In 1960, she penned a first-person story headlined "I'm No Benedict Arnold" for the Pittsburgh Courier. She accused the Department of Justice of denying her passport in 1955, canceling a 14-week tour of military bases in Europe.
Never mind that she had entertained the troops during World War II. Allegations of an affiliation with the Communist Party in the late-1930s and early-1940s doomed her career.
She found a little work on and off Broadway, in productions of "The Cool World," Tambourines to Glory" and a revival of "The Madwoman of Chaillot."
She played a neurologist in the television series, "The Nurses," from 1962 to 1964 and hosted her own radio show called "Ladies Day" in New York.

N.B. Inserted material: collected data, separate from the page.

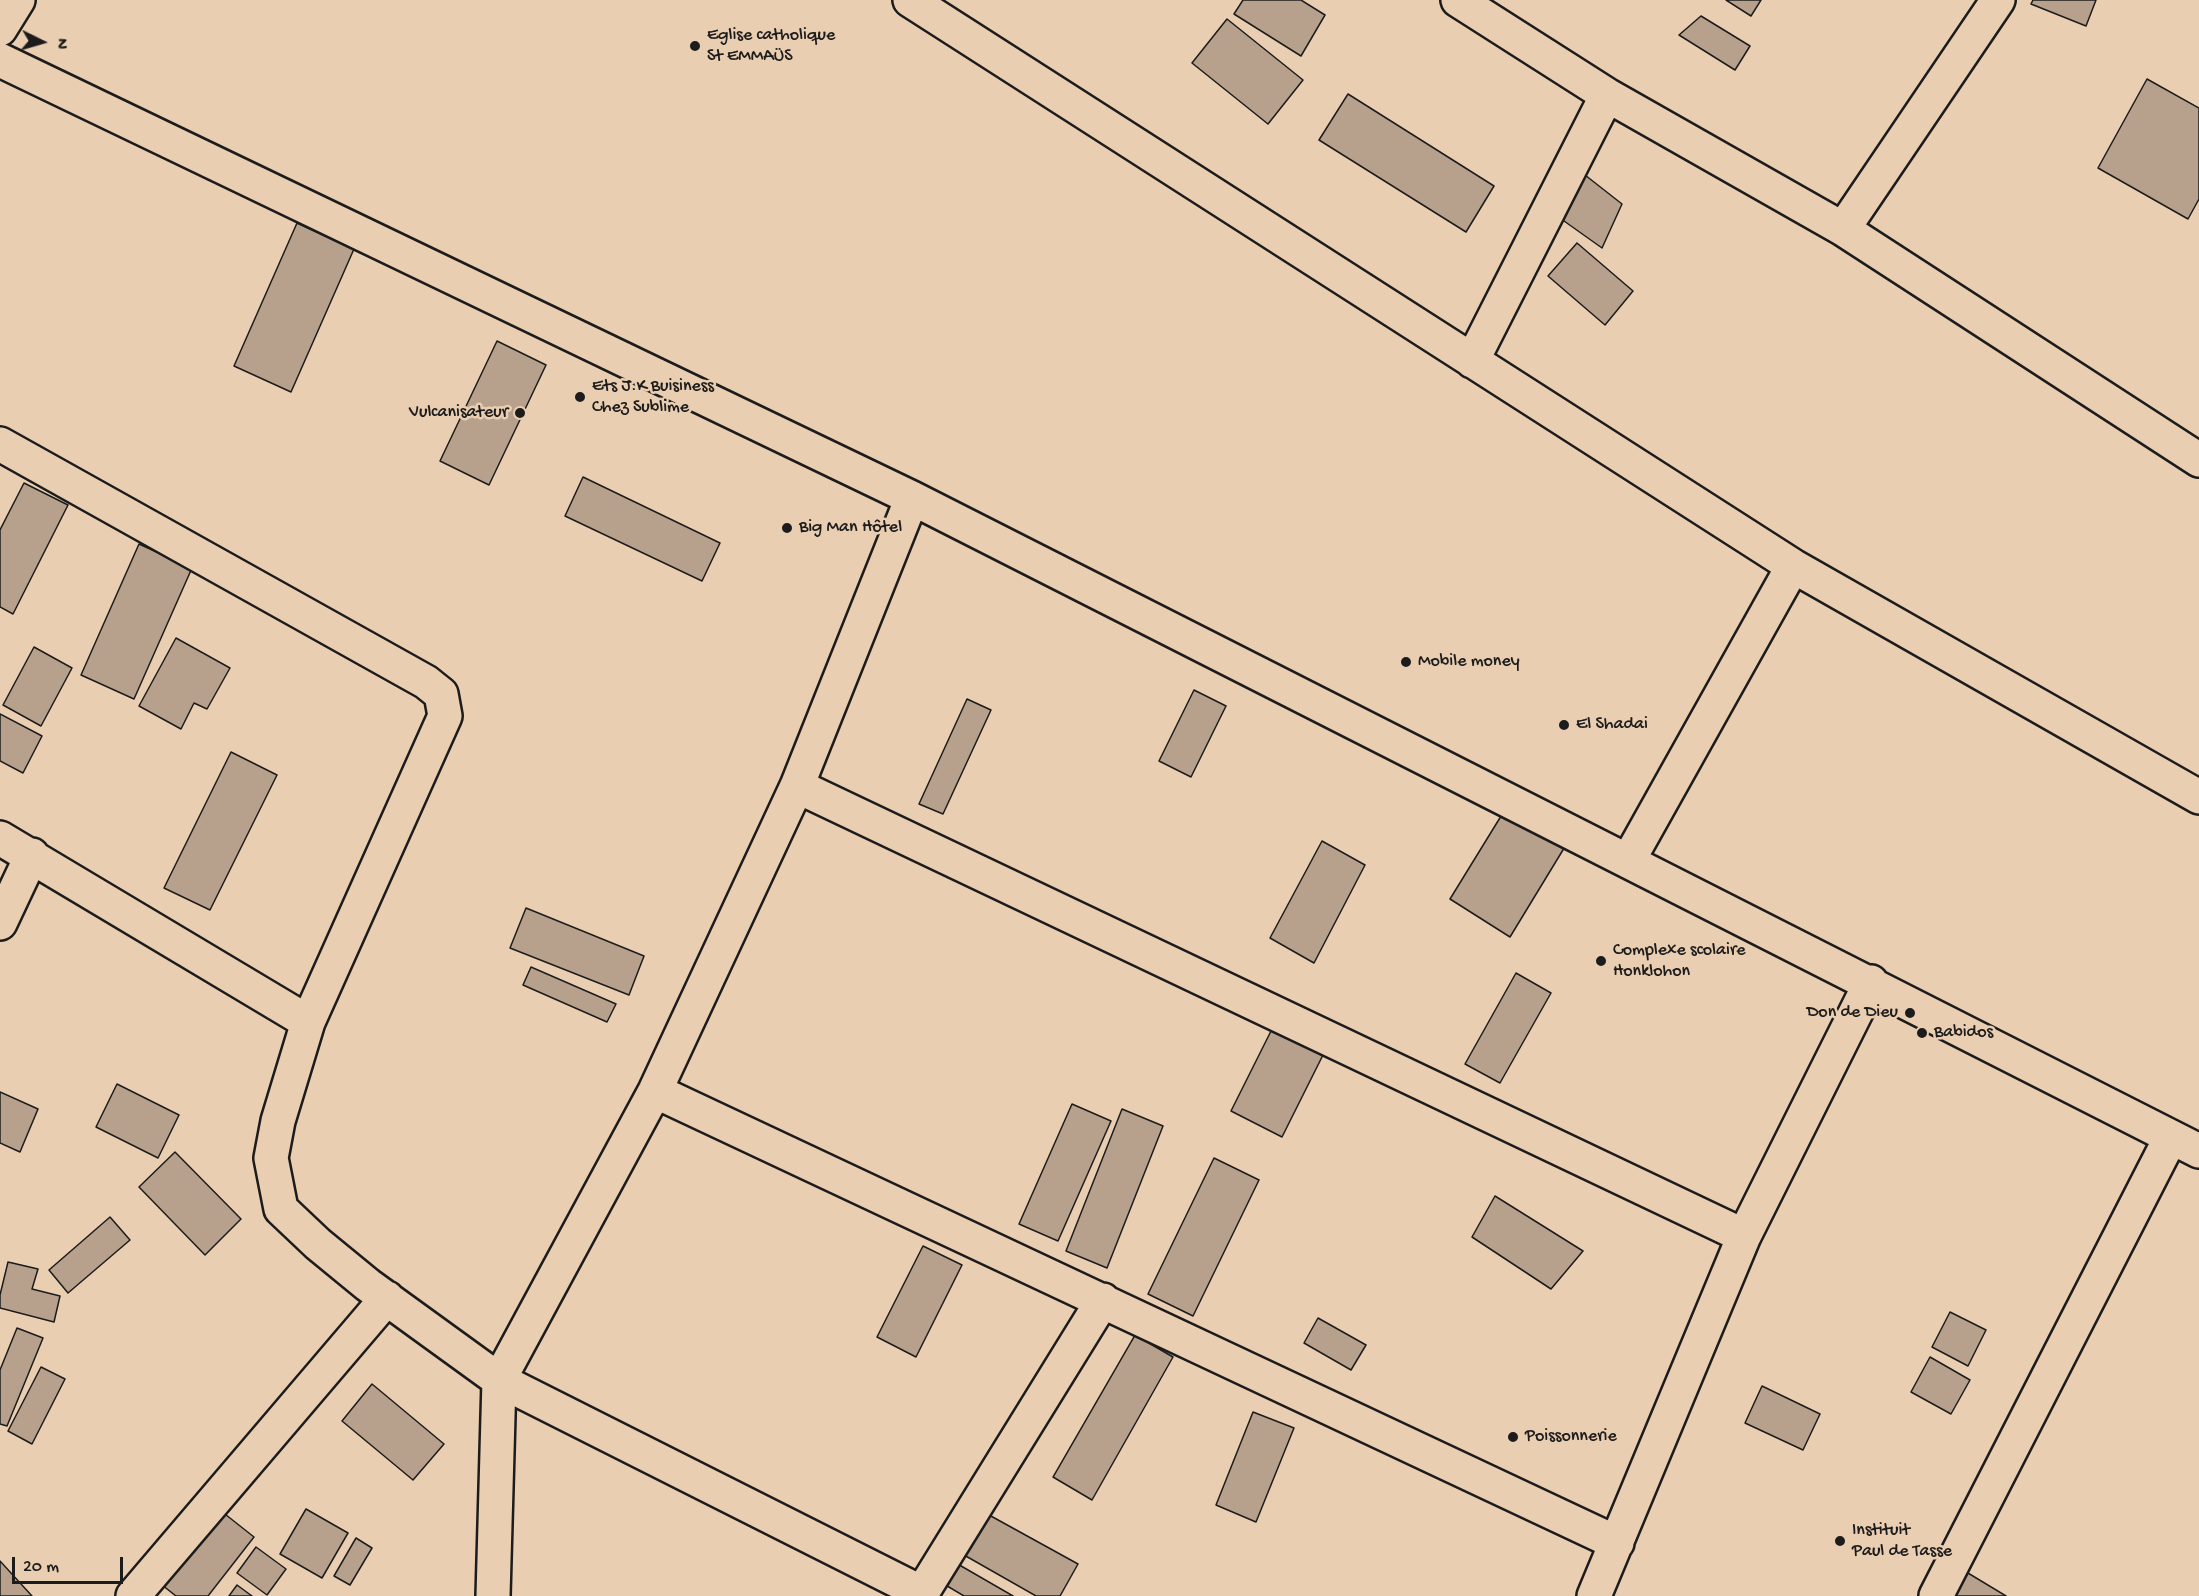 <!DOCTYPE html>
<html>
<head>
<meta charset="utf-8">
<style>
  body { margin:0 }
  #map { position:relative; width:2199px; height:1596px; overflow:hidden; background:#eaceb1; font-family:"Gochi Hand",sans-serif }
  canvas { display:block }
  .north { position:absolute; left:12px; top:12px; width:60px; height:60px; -webkit-text-stroke:4px #eaceb1; paint-order:stroke; rotate:95deg; font-size:16px; font-weight:700; line-height:24px; text-align:center; color:#1c1c1c }
  .north::after { content:''; display:block; margin:auto; width:21px; height:27px; background:#1c1c1c; clip-path:polygon(50% 0,100% 100%,50% 72%,0 100%) }
  .scale { position:absolute; left:12px; top:1557px; width:111px; height:27px; box-sizing:border-box; border:3px solid #1c1c1c; border-top:0; padding-left:8px; font-size:18px; line-height:21px; white-space:nowrap; color:#1c1c1c; -webkit-text-stroke:4px #eaceb1; paint-order:stroke }
</style>
</head>
<body>
<div id="map">
<canvas width="2199" height="1596"></canvas>
<div class="north">N</div>
<div class="scale">20 m</div>
</div>
<script>
const ctx = document.querySelector('canvas').getContext('2d');
ctx.lineJoin = 'round';
function fill(path, color) { ctx.fillStyle = color; ctx.fill(path, 'evenodd'); }
const shape = rows => new Path2D(rows.map(r => 'M' + r).join(''));
function strokePath(path, color, width, dash) { ctx.strokeStyle = color; ctx.lineWidth = width; ctx.lineCap = dash ? 'butt' : 'round'; ctx.setLineDash(dash || []); ctx.stroke(path); }
function write(font, color, halo, rows, align = 'center') {
  ctx.font = font + ' "Gochi Hand",sans-serif'; ctx.lineWidth = 5; ctx.setLineDash([]); ctx.textBaseline = 'middle'; ctx.strokeStyle = halo; ctx.fillStyle = color; for (const [text, x, y, turn = 0] of rows) {
    ctx.save(); ctx.translate(x, y); ctx.rotate((+turn || 0) * Math.PI / 180); ctx.textAlign = isNaN(turn) ? turn : align; if (halo) ctx.strokeText(text, 0, 0); ctx.fillText(text, 0, 0); ctx.restore();
  }
}
const building = shape([
  [1243,0,1301,0,1325,15,1301,56,1234,14,1243,0],
  [1726,0,1761,0,1751,16,1726,0],
  [2033,0,2096,0,2086,26,2031,4,2033,0],
  [1701,16,1750,46,1735,70,1679,35,1701,16],
  [1227,19,1303,80,1268,124,1192,63,1227,19],
  [2147,79,2199,108,2199,199,2188,219,2098,168,2147,79],
  [1348,94,1494,186,1466,232,1319,140,1348,94],
  [1585,175,1622,204,1602,248,1557,216,1585,175],
  [297,223,354,249,291,392,234,366,297,223],
  [1577,243,1633,291,1605,325,1548,276,1577,243],
  [497,341,546,365,489,485,440,461,497,341],
  [583,477,720,543,702,581,565,516,583,477],
  [24,483,68,505,13,614,0,607,0,530,24,483],
  [139,544,192,568,134,699,81,675,139,544],
  [176,638,230,668,207,709,194,703,181,729,139,706,176,638],
  [34,647,72,668,41,726,3,705,34,647],
  [1194,690,1226,706,1191,777,1159,761,1194,690],
  [967,699,991,710,943,814,919,804,967,699],
  [0,714,42,736,23,773,0,761,0,714],
  [231,752,277,775,210,910,164,888,231,752],
  [1506,808,1566,845,1510,937,1450,899,1506,808],
  [1322,841,1365,865,1314,963,1270,938,1322,841],
  [526,908,644,956,629,995,510,948,526,908],
  [531,967,616,1004,607,1022,523,985,531,967],
  [1516,973,1551,993,1500,1083,1465,1064,1516,973],
  [1272,1029,1323,1055,1282,1137,1231,1111,1272,1029],
  [117,1084,179,1115,158,1158,96,1127,117,1084],
  [0,1092,38,1109,20,1152,0,1143,0,1092],
  [1072,1104,1111,1121,1058,1241,1019,1224,1072,1104],
  [1122,1109,1163,1126,1107,1268,1066,1251,1122,1109],
  [175,1152,241,1219,205,1255,139,1187,175,1152],
  [1214,1158,1259,1180,1193,1316,1148,1294,1214,1158],
  [1495,1196,1583,1251,1551,1289,1472,1237,1495,1196],
  [110,1217,130,1240,68,1293,49,1270,110,1217],
  [923,1246,962,1265,916,1357,877,1337,923,1246],
  [8,1262,38,1269,32,1289,60,1296,54,1322,0,1308,0,1295,8,1262],
  [1950,1312,1986,1330,1968,1366,1932,1347,1950,1312],
  [1318,1318,1366,1345,1351,1370,1304,1343,1318,1318],
  [17,1328,43,1338,7,1426,0,1424,0,1370,17,1328],
  [1135,1335,1173,1357,1092,1500,1053,1477,1135,1335],
  [1930,1357,1970,1380,1951,1414,1911,1392,1930,1357],
  [41,1367,65,1379,32,1444,8,1431,41,1367],
  [372,1384,444,1444,413,1480,342,1421,372,1384],
  [1762,1386,1820,1414,1803,1450,1745,1423,1762,1386],
  [1253,1412,1294,1428,1256,1522,1216,1505,1253,1412],
  [216,1507,254,1537,208,1596,176,1596,157,1581,216,1507],
  [306,1509,348,1533,322,1578,280,1554,306,1509],
  [980,1510,1078,1564,1060,1596,1036,1596,957,1551,980,1510],
  [356,1538,372,1548,350,1585,334,1576,356,1538],
  [256,1547,286,1569,267,1595,237,1573,256,1547],
  [1943,1558,2006,1596,1921,1596,1943,1558],
  [949,1559,1013,1596,964,1596,937,1580,949,1559],
  [0,1561,32,1596,0,1596,0,1561],
  [237,1585,252,1596,229,1596,237,1585]
]);
const street = shape([
  [910,0,1793,566,2199,797],
  [1458,0,1607,95,1843,229,2199,460],
  [0,29,18,0],
  [0,60,912,498,2199,1151],
  [1843,229,1998,0],
  [1472,361,1607,95],
  [0,444,426,682,441,694,445,716,308,1022,278,1121,271,1158,281,1209,318,1244,368,1285,499,1380,922,1593],
  [797,786,1744,1236],
  [0,838,308,1022],
  [1628,861,1793,566],
  [0,923,32,855],
  [655,1091,1617,1543],
  [133,1596,387,1298],
  [493,1596,499,1380,655,1091,797,786,912,498],
  [920,1596,1103,1300],
  [1594,1596,1744,1236,1871,982],
  [1936,1596,2171,1137]
]);
const markers = [
  [695,46,6,"#1c1c1c"],
  [580,397,6,"#1c1c1c"],
  [520,413,6,"#1c1c1c"],
  [787,528,6,"#1c1c1c"],
  [1406,662,6,"#1c1c1c"],
  [1564,725,6,"#1c1c1c"],
  [1601,961,6,"#1c1c1c"],
  [1910,1013,6,"#1c1c1c"],
  [1922,1033,6,"#1c1c1c"],
  [1513,1437,6,"#1c1c1c"],
  [1840,1541,6,"#1c1c1c"]
];
const poiNames = [
  ["Eglise catholique",707,36],
  ["St EMMAÜS",707,57],
  ["Ets J.K Buisiness",592,387],
  ["Chez Sublime",592,408],
  ["Vulcanisateur",508,413,"right"],
  ["Big Man Hôtel",799,528],
  ["Mobile money",1418,662],
  ["El Shadai",1576,725],
  ["Complexe scolaire",1613,951],
  ["Honklohon",1613,972],
  ["Don de Dieu",1898,1013,"right"],
  ["Babidos",1934,1033],
  ["Poissonnerie",1525,1437],
  ["Instituit",1852,1531],
  ["Paul de Tasse",1852,1552]
];
fill(building, '#b8a18c');
strokePath(building, '#1c1c1c', 1.5);
strokePath(street, '#1c1c1c', 38);
strokePath(street, '#eaceb1', 33);
for (const [x, y, r, color] of markers) { const dot = new Path2D(); dot.arc(x, y, r, 0, 2 * Math.PI); ctx.fillStyle = color; ctx.fill(dot); strokePath(dot, '#eaceb1', 2); }
write('18px', '#1c1c1c', '#eaceb1', poiNames, 'left');
</script>
</body>
</html>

An activist, not just an actress, Simms served as the creative director of the New York State Human Rights Commission — amplifying racial discrimination concerns. She'd credited with opening up better film roles for African-American actors in the 1960s and beyond.
And her teaching dreams never quite faded. She earned a master's degree in education from the City College of New York, working later in life at drug treatment programs and living in Manhattan.
She died at 75 from pancreatic cancer at the home of her sister, Evelyn Sharp, in Buffalo, N.Y. But her memory has been rekindled — thanks to a lucid anecdote of an aging neighbor who recalled her singing in his living room.
"A year or two ago, he would have been thrilled to know his memory of a neighbor girl could possibly lead to a newspaper column," Cielinski said. "This is so special because my Dad's memory of this time in his life will be remembered."